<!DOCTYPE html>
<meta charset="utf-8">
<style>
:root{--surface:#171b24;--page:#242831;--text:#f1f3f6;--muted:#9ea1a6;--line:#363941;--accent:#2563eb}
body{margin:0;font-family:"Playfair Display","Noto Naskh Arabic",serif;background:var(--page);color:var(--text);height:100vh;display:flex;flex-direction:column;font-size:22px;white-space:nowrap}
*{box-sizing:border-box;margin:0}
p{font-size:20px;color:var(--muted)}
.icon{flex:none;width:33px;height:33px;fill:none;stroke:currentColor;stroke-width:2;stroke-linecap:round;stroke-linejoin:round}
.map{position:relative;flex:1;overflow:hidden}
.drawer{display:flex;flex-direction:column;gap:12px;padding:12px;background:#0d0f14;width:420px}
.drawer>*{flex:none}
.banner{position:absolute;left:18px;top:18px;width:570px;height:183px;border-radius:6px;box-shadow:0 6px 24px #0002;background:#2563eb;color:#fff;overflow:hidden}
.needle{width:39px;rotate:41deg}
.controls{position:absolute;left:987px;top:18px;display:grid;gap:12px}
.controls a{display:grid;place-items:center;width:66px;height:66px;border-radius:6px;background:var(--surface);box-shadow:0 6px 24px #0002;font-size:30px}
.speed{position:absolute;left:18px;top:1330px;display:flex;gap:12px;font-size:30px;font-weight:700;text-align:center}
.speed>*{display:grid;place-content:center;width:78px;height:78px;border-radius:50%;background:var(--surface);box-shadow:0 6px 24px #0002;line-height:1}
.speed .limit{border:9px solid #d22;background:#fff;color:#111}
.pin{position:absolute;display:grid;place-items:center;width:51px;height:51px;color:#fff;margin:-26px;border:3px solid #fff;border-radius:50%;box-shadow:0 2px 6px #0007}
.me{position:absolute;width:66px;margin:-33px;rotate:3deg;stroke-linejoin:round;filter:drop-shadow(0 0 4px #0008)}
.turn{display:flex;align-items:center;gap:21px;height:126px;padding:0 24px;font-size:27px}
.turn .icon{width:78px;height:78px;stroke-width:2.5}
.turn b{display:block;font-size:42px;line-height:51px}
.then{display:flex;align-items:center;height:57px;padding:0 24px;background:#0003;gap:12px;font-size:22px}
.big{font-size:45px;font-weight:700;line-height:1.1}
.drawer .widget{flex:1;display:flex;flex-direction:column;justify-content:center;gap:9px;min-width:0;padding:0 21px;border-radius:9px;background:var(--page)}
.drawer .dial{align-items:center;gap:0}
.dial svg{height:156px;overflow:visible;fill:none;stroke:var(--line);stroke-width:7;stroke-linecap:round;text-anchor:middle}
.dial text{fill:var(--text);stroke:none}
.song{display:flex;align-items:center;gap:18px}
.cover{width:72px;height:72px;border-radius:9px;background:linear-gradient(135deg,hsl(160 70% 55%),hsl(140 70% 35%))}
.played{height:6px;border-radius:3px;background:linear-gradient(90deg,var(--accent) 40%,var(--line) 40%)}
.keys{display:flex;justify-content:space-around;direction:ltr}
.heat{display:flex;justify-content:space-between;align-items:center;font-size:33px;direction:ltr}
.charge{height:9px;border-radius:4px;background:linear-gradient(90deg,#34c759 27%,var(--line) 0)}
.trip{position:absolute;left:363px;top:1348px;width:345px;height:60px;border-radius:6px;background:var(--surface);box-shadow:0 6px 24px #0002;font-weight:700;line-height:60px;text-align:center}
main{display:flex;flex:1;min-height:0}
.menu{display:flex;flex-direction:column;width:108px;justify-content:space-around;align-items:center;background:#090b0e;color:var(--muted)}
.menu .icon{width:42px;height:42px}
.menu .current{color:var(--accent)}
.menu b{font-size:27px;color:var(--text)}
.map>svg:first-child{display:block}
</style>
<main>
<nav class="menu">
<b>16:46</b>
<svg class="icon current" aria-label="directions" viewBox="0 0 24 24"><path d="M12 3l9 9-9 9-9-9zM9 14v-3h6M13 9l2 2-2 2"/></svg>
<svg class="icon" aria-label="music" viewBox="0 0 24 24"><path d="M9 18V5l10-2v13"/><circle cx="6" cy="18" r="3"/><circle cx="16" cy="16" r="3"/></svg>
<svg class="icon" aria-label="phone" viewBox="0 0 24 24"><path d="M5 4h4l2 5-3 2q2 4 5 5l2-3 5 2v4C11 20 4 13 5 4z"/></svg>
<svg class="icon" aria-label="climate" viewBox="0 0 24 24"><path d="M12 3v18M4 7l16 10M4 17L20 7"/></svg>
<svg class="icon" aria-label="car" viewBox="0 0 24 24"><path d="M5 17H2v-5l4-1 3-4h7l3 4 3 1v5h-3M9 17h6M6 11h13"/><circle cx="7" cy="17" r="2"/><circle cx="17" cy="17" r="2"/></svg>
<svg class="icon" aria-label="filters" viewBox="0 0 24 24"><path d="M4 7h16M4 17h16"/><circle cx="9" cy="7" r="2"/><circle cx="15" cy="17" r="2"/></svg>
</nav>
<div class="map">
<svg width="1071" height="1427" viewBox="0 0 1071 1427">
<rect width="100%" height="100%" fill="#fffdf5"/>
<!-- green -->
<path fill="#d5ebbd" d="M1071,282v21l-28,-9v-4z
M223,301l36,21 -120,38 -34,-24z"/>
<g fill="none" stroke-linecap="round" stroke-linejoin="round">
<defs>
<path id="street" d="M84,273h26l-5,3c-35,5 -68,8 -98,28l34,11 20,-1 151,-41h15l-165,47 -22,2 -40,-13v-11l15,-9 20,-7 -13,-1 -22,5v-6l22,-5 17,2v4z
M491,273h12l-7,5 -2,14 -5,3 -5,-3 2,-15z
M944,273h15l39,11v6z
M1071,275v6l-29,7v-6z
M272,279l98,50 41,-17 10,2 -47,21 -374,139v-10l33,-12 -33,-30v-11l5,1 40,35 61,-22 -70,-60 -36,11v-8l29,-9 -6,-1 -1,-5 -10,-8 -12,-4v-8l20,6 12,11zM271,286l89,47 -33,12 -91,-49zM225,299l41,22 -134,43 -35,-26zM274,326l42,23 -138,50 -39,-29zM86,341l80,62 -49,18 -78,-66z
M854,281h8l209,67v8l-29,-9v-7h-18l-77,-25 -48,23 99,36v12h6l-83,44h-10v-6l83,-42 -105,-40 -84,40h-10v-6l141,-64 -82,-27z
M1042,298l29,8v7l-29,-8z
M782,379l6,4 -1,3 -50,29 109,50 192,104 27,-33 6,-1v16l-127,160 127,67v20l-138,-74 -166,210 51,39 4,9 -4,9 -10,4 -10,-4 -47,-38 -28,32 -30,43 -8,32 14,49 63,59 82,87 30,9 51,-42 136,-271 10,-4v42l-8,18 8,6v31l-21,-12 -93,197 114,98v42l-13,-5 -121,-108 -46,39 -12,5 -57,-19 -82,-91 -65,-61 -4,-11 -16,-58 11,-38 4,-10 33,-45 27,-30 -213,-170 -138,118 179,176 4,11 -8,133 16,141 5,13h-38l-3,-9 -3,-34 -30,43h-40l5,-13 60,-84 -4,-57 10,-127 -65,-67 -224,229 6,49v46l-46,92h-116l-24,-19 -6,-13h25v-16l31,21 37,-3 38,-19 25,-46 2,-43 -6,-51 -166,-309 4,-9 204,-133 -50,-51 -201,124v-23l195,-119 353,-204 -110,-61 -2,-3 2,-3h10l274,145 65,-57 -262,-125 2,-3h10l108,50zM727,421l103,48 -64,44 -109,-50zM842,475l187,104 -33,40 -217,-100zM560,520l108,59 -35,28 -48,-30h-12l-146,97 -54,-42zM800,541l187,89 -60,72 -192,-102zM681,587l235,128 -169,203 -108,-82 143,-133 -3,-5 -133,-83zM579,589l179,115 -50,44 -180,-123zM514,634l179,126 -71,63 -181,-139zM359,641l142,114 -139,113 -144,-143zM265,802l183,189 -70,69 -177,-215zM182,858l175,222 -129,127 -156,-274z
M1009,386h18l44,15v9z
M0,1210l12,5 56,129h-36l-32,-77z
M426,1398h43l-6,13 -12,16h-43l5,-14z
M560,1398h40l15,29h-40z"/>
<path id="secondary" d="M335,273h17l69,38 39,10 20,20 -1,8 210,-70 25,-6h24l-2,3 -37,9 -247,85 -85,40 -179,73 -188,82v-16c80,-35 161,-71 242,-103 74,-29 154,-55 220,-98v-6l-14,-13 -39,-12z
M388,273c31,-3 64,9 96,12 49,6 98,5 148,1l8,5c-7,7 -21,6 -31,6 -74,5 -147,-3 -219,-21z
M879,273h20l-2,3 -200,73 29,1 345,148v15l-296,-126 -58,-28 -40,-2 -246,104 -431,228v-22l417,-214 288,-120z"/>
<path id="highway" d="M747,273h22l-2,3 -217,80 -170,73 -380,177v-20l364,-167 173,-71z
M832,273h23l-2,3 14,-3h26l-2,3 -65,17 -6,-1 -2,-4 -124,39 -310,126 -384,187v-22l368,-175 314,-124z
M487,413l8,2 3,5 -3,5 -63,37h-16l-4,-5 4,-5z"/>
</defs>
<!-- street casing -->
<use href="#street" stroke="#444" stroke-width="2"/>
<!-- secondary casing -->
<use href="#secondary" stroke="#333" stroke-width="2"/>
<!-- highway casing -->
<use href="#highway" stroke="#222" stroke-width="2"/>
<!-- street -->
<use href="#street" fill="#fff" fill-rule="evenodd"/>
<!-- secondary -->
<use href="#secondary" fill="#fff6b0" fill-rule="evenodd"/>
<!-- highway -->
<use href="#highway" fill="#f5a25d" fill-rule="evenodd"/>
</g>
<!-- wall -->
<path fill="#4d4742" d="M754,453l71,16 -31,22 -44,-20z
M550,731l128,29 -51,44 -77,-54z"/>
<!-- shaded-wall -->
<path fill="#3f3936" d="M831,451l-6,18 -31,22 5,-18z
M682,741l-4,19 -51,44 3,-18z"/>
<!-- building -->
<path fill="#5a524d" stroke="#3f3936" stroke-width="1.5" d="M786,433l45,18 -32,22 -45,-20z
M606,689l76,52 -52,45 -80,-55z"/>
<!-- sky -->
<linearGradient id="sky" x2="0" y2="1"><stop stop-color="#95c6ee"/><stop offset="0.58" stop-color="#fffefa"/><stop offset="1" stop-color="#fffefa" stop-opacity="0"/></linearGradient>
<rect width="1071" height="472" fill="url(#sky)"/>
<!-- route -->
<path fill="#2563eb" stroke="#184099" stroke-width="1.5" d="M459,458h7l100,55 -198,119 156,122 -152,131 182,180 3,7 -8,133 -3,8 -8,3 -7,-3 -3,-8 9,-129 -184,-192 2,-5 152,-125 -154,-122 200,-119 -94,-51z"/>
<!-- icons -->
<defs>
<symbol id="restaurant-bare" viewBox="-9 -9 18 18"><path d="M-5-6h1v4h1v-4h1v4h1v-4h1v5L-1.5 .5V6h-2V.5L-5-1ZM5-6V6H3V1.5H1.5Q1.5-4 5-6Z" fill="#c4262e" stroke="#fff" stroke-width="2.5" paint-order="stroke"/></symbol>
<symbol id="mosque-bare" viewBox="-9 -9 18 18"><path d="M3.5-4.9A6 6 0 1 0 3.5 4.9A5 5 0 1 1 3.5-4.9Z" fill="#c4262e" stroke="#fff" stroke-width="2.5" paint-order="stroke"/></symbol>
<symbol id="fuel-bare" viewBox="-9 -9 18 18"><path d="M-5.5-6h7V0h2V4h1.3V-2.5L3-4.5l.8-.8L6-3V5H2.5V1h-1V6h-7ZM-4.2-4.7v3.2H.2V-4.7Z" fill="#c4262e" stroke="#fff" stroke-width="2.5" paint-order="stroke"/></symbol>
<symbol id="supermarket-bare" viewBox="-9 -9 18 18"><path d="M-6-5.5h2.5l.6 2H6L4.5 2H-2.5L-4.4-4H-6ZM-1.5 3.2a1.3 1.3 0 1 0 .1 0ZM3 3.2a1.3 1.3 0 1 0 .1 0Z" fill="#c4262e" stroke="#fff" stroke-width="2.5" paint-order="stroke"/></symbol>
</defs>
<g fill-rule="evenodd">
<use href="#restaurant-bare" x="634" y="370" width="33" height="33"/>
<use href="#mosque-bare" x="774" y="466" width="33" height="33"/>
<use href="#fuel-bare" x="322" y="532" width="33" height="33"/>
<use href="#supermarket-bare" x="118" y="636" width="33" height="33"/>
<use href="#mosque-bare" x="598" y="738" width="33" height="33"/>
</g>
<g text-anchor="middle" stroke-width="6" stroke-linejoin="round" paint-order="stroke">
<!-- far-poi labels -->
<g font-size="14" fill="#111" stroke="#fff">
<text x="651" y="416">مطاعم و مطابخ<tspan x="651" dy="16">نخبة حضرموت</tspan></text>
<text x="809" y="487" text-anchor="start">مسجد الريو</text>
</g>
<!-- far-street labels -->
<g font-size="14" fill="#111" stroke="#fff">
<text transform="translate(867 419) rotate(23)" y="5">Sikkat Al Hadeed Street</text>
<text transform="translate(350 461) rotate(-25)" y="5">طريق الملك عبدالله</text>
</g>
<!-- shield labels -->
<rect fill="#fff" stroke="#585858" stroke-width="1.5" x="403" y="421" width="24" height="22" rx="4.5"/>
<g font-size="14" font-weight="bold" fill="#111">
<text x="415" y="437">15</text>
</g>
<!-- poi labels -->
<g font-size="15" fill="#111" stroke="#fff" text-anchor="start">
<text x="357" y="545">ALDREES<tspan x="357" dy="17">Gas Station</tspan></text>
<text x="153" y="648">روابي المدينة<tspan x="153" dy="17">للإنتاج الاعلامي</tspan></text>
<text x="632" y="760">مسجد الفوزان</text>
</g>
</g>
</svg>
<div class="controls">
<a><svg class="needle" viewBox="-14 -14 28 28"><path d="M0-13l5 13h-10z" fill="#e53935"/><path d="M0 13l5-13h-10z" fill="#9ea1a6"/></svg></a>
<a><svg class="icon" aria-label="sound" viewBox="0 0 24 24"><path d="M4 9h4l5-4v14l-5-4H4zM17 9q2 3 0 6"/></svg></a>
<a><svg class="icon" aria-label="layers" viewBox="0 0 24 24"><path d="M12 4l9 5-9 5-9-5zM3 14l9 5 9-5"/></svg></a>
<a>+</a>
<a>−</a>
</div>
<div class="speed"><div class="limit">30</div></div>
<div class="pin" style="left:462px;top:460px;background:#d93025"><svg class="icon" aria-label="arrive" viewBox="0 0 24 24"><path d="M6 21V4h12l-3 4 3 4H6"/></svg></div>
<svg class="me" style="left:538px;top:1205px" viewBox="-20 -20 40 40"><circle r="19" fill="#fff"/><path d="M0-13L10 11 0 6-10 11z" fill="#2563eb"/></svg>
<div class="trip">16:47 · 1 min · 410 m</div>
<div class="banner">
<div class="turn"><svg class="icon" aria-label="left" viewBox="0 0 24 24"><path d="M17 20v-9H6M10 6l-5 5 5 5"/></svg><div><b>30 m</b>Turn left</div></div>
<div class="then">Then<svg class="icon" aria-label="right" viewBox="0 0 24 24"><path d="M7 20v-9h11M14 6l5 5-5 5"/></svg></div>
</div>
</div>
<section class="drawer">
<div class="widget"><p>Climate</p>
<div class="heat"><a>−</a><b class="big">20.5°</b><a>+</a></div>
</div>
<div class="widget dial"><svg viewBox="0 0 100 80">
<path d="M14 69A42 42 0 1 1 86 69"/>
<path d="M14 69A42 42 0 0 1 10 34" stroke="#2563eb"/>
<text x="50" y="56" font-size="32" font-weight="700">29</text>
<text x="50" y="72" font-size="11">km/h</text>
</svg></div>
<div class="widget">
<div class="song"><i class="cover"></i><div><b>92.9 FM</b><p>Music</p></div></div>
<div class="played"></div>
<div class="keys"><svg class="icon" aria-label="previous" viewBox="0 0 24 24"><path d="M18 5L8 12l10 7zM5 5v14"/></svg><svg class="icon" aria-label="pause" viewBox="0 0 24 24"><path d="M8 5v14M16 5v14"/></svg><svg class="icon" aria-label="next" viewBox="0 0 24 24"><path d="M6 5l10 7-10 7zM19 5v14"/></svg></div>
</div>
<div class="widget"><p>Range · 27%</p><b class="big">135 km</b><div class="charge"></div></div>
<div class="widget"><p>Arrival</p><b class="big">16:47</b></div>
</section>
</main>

Activity:
Pull out all lines from the entries above in which the word "around" appears.

Response area:
.keys{display:flex;justify-content:space-around;direction:ltr}
.menu{display:flex;flex-direction:column;width:108px;justify-content:space-around;align-items:center;background:#090b0e;color:var(--muted)}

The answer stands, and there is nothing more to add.